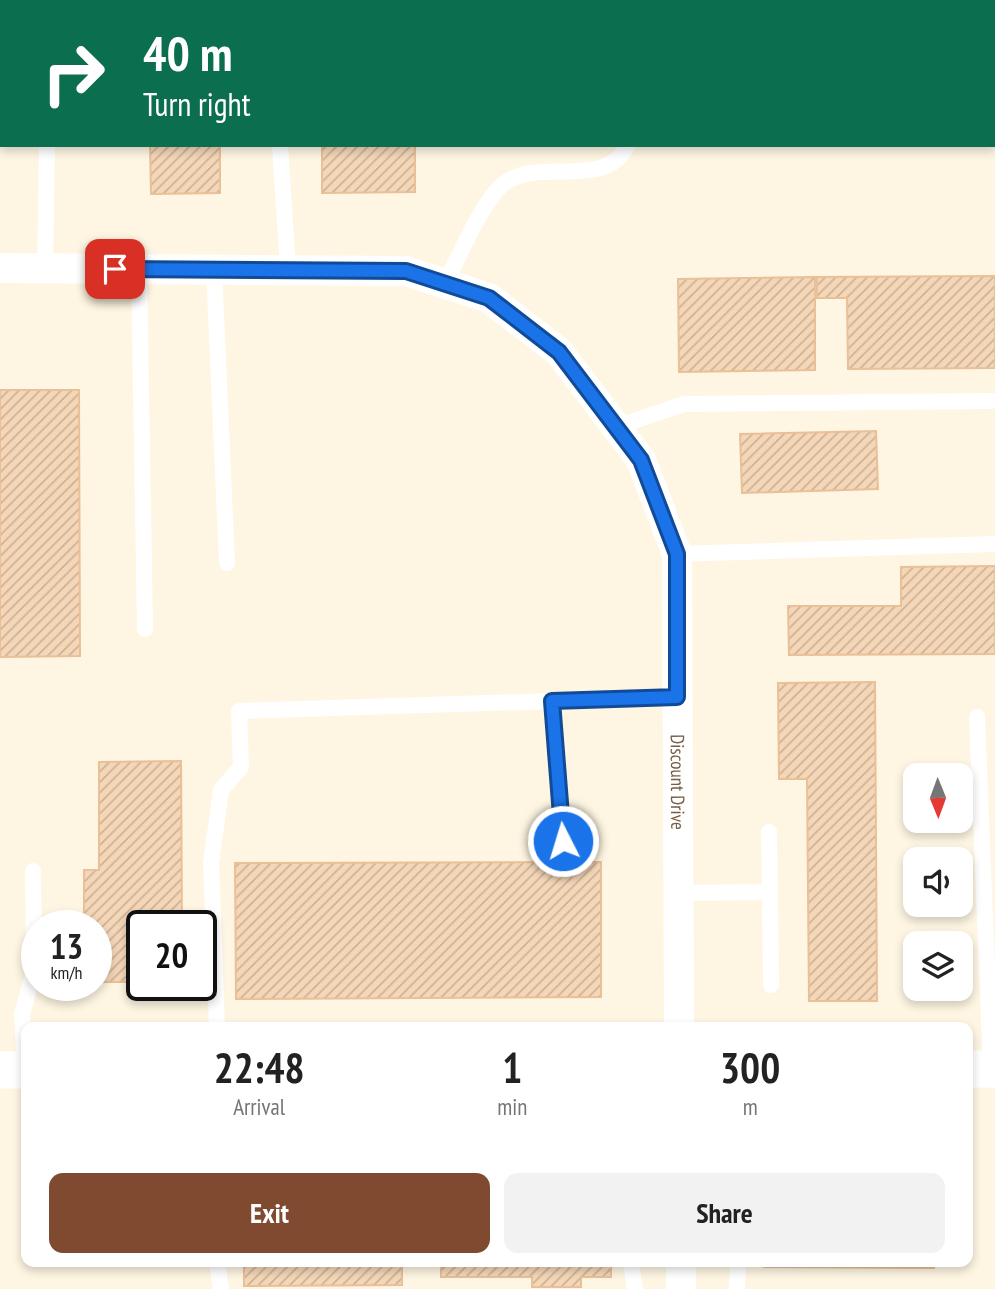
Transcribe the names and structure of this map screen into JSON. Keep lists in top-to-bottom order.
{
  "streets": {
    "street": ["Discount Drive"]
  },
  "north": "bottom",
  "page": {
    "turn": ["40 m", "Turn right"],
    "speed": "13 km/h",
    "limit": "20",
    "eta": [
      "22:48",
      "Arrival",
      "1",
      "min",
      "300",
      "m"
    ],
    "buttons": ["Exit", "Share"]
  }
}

....................

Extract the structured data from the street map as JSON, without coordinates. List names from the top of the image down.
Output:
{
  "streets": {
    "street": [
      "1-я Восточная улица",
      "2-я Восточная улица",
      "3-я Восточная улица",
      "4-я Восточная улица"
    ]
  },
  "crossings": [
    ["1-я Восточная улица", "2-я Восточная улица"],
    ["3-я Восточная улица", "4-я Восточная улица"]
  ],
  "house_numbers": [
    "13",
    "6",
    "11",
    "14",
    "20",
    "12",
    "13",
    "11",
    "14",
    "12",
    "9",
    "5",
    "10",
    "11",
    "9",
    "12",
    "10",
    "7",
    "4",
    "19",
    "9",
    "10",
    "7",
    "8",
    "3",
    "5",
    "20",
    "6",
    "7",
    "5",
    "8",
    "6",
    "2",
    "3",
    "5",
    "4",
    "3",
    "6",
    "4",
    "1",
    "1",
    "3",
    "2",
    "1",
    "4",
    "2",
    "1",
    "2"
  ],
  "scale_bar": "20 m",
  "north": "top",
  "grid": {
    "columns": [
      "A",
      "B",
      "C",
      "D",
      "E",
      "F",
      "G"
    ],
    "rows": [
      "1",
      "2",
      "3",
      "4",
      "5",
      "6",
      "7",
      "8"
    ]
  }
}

....................

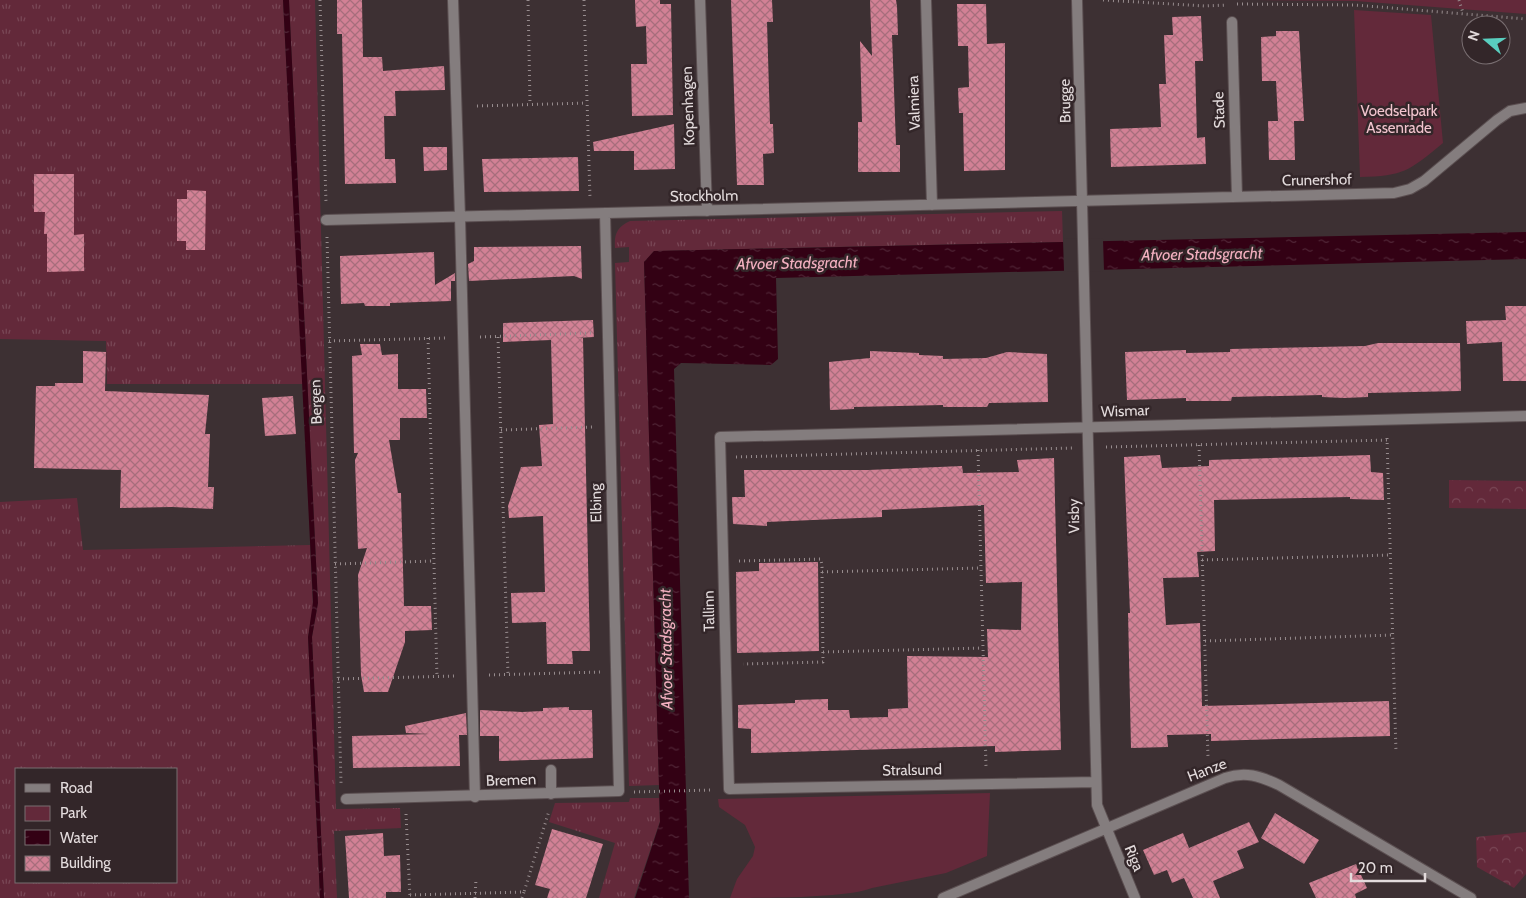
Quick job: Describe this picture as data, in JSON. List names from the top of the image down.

....................

Could you copy each line of the material that holds "from"?

Extract the structured data from the street map as JSON, without coordinates. List names from the top of the image down.
Quick job: Describe this picture as data, in JSON. List names from the top of the image down.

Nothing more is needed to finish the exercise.